## AVAILABLE DATA
☆ ☆ ☆

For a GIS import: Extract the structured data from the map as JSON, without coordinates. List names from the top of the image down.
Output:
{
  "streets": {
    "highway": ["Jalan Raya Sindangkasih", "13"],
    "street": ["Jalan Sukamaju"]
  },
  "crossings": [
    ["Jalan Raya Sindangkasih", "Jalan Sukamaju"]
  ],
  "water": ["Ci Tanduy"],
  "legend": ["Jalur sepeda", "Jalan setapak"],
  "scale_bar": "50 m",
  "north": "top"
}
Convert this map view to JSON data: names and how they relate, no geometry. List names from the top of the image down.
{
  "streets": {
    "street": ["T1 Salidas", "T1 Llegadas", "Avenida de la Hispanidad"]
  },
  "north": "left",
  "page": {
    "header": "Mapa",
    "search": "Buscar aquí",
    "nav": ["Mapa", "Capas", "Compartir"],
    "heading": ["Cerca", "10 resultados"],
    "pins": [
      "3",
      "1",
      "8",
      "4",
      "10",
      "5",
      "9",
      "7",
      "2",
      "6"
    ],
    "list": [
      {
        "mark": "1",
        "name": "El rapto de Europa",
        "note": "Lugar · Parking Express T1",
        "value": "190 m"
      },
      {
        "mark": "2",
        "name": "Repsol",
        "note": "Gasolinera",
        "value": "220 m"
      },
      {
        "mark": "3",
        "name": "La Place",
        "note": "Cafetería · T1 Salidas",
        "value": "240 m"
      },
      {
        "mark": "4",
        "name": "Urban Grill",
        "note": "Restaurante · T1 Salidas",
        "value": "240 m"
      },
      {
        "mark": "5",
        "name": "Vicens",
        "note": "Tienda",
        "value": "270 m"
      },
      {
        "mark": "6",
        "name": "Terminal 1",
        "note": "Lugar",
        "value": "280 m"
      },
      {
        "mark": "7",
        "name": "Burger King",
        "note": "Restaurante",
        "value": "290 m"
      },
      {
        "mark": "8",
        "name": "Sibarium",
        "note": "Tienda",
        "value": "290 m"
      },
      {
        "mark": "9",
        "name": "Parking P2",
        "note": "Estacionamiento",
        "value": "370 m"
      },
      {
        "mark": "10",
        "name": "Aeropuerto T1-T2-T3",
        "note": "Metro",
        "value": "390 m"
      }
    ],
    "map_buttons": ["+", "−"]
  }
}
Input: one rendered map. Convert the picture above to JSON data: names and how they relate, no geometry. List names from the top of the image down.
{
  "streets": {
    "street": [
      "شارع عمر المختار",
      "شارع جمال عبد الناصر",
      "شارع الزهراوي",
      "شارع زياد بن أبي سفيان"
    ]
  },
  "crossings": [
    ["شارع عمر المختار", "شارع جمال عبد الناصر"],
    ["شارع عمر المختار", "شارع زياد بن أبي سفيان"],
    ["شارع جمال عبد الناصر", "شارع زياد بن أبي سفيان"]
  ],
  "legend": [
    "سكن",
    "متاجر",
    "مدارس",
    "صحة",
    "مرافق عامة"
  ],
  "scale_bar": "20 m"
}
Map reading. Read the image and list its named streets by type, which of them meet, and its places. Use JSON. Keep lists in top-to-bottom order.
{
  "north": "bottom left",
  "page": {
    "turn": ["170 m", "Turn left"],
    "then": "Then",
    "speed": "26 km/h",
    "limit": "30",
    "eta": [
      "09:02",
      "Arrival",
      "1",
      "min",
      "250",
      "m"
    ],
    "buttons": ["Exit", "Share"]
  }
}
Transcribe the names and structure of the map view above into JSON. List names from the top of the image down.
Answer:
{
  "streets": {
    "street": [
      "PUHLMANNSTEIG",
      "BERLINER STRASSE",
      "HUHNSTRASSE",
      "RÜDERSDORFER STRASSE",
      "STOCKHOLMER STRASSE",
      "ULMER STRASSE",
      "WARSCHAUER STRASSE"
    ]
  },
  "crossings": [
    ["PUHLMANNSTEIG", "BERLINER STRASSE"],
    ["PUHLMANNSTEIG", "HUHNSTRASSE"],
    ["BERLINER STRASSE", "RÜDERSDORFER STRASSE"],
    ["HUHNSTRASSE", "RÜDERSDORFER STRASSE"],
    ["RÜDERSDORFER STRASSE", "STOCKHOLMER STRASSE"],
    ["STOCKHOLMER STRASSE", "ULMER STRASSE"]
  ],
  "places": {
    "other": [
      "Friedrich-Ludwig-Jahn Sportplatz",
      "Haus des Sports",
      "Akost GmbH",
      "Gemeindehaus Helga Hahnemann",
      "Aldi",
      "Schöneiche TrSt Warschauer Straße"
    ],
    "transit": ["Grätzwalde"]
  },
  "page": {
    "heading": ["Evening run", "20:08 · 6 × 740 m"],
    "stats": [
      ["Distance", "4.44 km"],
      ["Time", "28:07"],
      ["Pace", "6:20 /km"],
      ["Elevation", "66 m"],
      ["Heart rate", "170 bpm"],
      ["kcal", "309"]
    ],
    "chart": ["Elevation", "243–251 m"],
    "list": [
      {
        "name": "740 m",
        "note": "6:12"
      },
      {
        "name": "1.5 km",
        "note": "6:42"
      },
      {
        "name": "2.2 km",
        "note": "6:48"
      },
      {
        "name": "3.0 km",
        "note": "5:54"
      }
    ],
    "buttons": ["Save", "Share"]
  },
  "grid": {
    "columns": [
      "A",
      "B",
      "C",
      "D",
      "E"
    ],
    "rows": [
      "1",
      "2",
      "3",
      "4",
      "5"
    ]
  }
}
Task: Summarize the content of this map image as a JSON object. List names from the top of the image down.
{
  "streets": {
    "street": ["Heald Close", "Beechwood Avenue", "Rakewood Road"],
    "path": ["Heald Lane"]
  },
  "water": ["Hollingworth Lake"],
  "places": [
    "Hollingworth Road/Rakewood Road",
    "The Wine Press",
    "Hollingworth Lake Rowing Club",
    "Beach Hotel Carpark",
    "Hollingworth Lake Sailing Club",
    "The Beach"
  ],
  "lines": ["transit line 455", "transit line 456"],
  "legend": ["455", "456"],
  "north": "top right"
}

☆ ☆ ☆

## TASK DESCRIPTION
Check each line above for the word "geometry" and copy every line that has it.

## ANSWER FOR THIS EXERCISE
Convert this map view to JSON data: names and how they relate, no geometry. List names from the top of the image down.
Input: one rendered map. Convert the picture above to JSON data: names and how they relate, no geometry. List names from the top of the image down.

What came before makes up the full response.